Staff had previously discovered a whale fossil surrounded by other fossilised organisms that suggested an ecosystem had developed around the carcass.
These 'whale falls' provide ideal conditions for bone-eating worms so Mr Higgs travelled to Italy to investigate the fossils.
"We didn't find any [traces] on that whale skeleton in particular... but I spent a week there searching through all their collections and I eventually found this bone in a dusty box," Mr Higgs told BBC Nature.
"This bone had been collected in 1875 so it had been in the collection for ages just gathering dust. It wasn't a very good whale specimen so it never really got put out on display," he said, explaining that pristine examples are more often sought for identification.
But the damage to the bone was familiar to Mr Higgs and back in London his suspicions were confirmed using the Natural History Museum's micro-CT scanner to investigate the fossil in detail.
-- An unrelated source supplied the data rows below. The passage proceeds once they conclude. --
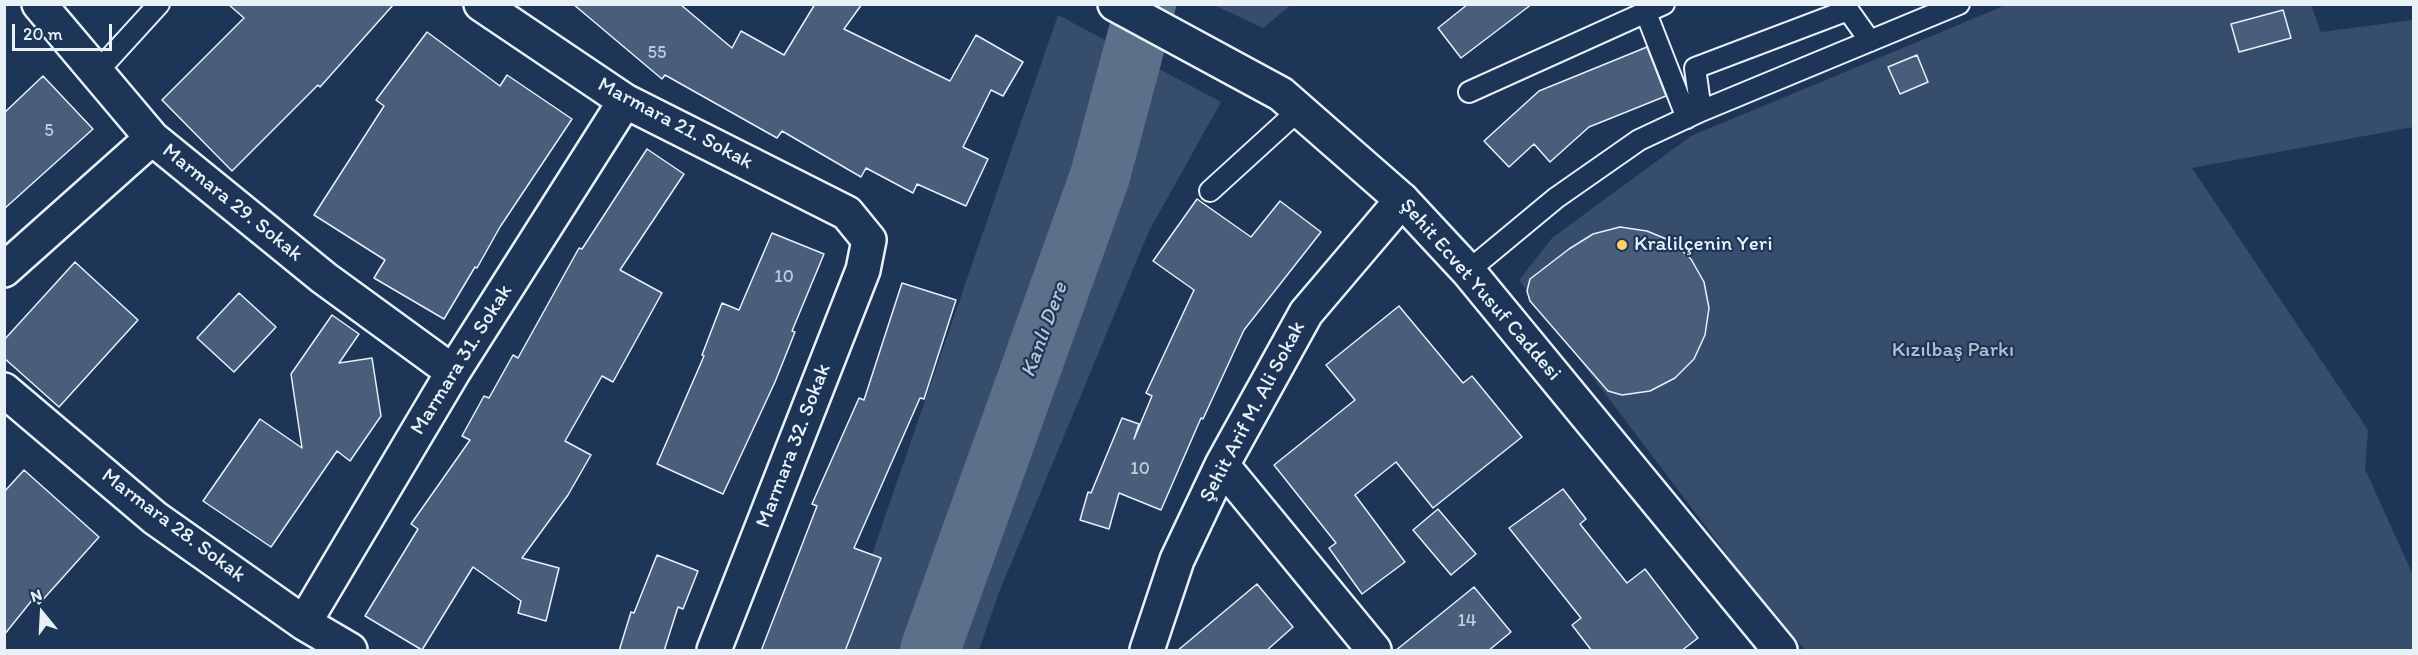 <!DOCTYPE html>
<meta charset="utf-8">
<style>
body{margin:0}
#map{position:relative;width:2418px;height:655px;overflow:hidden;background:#1d3557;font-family:Itim,sans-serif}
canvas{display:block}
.frame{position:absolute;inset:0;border:6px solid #e8f1f8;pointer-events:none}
.north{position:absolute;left:12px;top:583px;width:60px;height:60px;-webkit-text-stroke:4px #1d3557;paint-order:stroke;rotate:342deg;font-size:16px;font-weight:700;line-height:24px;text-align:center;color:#e8f1f8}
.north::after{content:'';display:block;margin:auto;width:21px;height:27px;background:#e8f1f8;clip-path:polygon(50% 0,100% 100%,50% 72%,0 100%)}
.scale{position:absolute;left:12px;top:24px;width:100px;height:27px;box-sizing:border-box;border:3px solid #e8f1f8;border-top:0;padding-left:8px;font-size:18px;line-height:21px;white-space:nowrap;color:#e8f1f8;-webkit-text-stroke:4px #1d3557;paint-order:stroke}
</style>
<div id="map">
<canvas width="2418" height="655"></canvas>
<div class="frame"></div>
<div class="north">N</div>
<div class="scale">20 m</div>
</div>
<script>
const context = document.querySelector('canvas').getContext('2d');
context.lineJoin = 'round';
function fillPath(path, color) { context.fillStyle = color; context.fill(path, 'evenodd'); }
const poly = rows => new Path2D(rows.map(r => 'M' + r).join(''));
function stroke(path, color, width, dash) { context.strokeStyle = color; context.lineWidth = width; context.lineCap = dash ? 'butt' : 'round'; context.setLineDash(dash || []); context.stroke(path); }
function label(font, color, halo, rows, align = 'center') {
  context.font = font + ' Itim,sans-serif'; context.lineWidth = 4.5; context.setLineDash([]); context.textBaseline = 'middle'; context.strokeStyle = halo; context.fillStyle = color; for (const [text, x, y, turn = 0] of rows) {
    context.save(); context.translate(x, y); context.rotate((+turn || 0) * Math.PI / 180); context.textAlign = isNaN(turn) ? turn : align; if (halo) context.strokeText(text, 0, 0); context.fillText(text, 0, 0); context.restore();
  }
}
fillPath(poly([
 [1214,5,1291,5,1263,28],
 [2006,5,2311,5,2321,32,2413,20,2413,127,2192,168,2368,430,2365,469,2413,575,2413,650,1805,650,1747,581,1519,280,1552,238,1691,136],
 [1058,15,1221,102,1149,231,998,595,979,650,839,650]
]), '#374d6c');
stroke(poly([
 [930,650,1100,176,1146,4]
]), '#5d7089', 60);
const building = poly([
 [228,4,394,4,320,87,318,85,232,171,162,100,244,18,228,4],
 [573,4,680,4,732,48,741,31,784,55,815,4,862,4,844,29,950,81,976,35,1023,62,1003,96,991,90,963,147,988,159,966,206,917,184,913,193,866,168,861,177,782,131,777,138,665,75,662,79,573,4],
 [1468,4,1532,4,1461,58,1438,28,1468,4],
 [2283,10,2291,38,2239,52,2231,24,2283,10],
 [427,32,500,86,507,75,572,119,500,227,477,268,475,267,444,319,374,278,385,260,314,215,384,106,376,100,427,32],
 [1647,47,1666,96,1589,127,1550,162,1534,144,1509,167,1484,141,1539,91,1647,47],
 [1917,55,1928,82,1900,94,1888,67,1917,55],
 [43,76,93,129,4,209,4,113,43,76],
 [647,149,684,174,620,270,662,293,613,382,602,376,565,441,591,455,568,495,522,558,559,568,546,621,518,613,521,601,473,567,422,650,365,616,418,529,411,524,470,440,462,436,484,396,489,398,513,355,518,358,579,248,582,249,647,149],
 [1197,199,1251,237,1280,201,1321,232,1244,330,1203,419,1201,418,1161,510,1119,493,1109,529,1080,520,1088,492,1091,493,1122,418,1139,424,1134,439,1152,396,1146,393,1194,290,1153,261,1197,199],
 [1620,227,1647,231,1671,241,1691,259,1704,282,1709,308,1705,335,1694,359,1675,378,1650,391,1622,395,1608,391,1530,301,1527,291,1530,279,1569,249,1593,234,1620,227],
 [772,233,824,254,792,331,795,332,775,382,723,494,657,464,704,356,702,355,722,303,739,310,772,233],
 [75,262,138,320,59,407,4,358,4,340,75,262],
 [902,283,956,300,924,399,920,398,854,548,881,558,845,651,761,651,817,506,812,504,859,398,864,400,902,283],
 [239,293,276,327,234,372,197,338,239,293],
 [1399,306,1463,383,1472,376,1522,437,1433,508,1396,462,1355,495,1405,562,1362,594,1329,548,1336,543,1274,465,1355,400,1326,365,1399,306],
 [332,315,359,334,339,363,372,358,381,416,350,461,337,451,271,547,203,501,260,419,302,448,291,374,332,315],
 [24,470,99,537,39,604,33,599,4,635,4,492,24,470],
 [1563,489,1586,519,1580,524,1627,583,1645,569,1698,638,1681,651,1592,651,1572,625,1581,618,1509,528,1563,489],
 [1438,509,1476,554,1451,575,1413,530,1438,509],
 [657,555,698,571,683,609,678,607,664,651,619,651,631,612,634,613,657,555],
 [1257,584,1293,627,1266,651,1177,651,1257,584],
 [1474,587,1511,632,1488,651,1395,651,1474,587]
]);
fillPath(building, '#495e7a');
stroke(building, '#e8f1f8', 1.5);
const service = poly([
 [1646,13,1687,118],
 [97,72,159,4],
 [1469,92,1664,4],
 [1701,111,1695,68,1848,10,1870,41],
 [1210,191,1300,109],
 [1468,271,1556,198,1639,140,1701,111,1959,4]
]);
const minor = poly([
 [39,4,152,138,324,278,453,372],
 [481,4,625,101,847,213,869,240,863,270,714,650],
 [4,270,152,138],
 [4,390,155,518,304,623,350,650],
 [1222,465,1374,650],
 [304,623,453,372,625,101],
 [1147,650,1177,560,1222,465,1306,313,1402,200]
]);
const secondary = poly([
 [1115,4,1281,94,1402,200,1468,271,1780,650]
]);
stroke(service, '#e8f1f8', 24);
stroke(minor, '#e8f1f8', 38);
stroke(secondary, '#e8f1f8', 38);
stroke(service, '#1d3557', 20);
stroke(minor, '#1d3557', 33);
stroke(secondary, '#1d3557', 33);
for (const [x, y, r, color] of [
 [1622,245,6,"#ffd166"]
]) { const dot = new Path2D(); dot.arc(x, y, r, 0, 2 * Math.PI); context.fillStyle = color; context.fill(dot); stroke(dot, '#1d3557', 2); }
label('18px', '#c0ccd8', null, [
 ["55",657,53],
 ["5",49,131],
 ["10",784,277],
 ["10",1140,469],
 ["14",1467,621]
]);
label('21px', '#e8f1f8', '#1d3557', [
 ["Marmara 21. Sokak",675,124,28],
 ["Marmara 29. Sokak",232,203,39],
 ["Şehit Ecvet Yusuf Caddesi",1480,290,49],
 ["Marmara 31. Sokak",462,360,-58],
 ["Şehit Arif M. Ali Sokak",1253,412,-62],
 ["Marmara 32. Sokak",794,446,-69],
 ["Marmara 28. Sokak",173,526,37]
]);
label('21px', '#e8f1f8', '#1d3557', [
 ["Kralilçenin Yeri",1634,245]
], 'left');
label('21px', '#b3c0ce', '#1d3557', [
 ["Kızılbaş Parkı",1953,351]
]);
label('italic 22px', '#b7c4d1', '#1d3557', [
 ["Kanlı Dere",1045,330,-70]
]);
</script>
"Fossils of worms are really rare. We don't know a lot about their fossil record because they're soft animals," he said.
"But, because these particular worms leave characteristic borings, we can trace them."Zombie nickname
Osedax worms do not have a mouth or gut but invade bones with fleshy root tissues to extract nutrients, earning them the "zombie" nickname.
They bore into bones leaving distinctive bulb-shaped cavities that are not made by any other species.
This group of worms were first discovered in 2002 and have been recorded in the Pacific and Atlantic oceans but not the Mediterranean Sea.
The descriptively named bone-eating snot-flower worm (Osedax mucofloris) was discovered off the coast of Sweden, also by scientists from the Natural History Museum, London.
However, the boreholes made by this species differ in shape from those found in the fossil.
Rather than simply the same species in a different location, Mr Higgs suggests there could be an as-yet unidentified species of Osedax living in the Mediterranean Sea that evolved from the animals that left the fossilised traces.
"It's just a matter of looking... but it's not very often you come across a dead whale at the bottom of the sea floor," he added.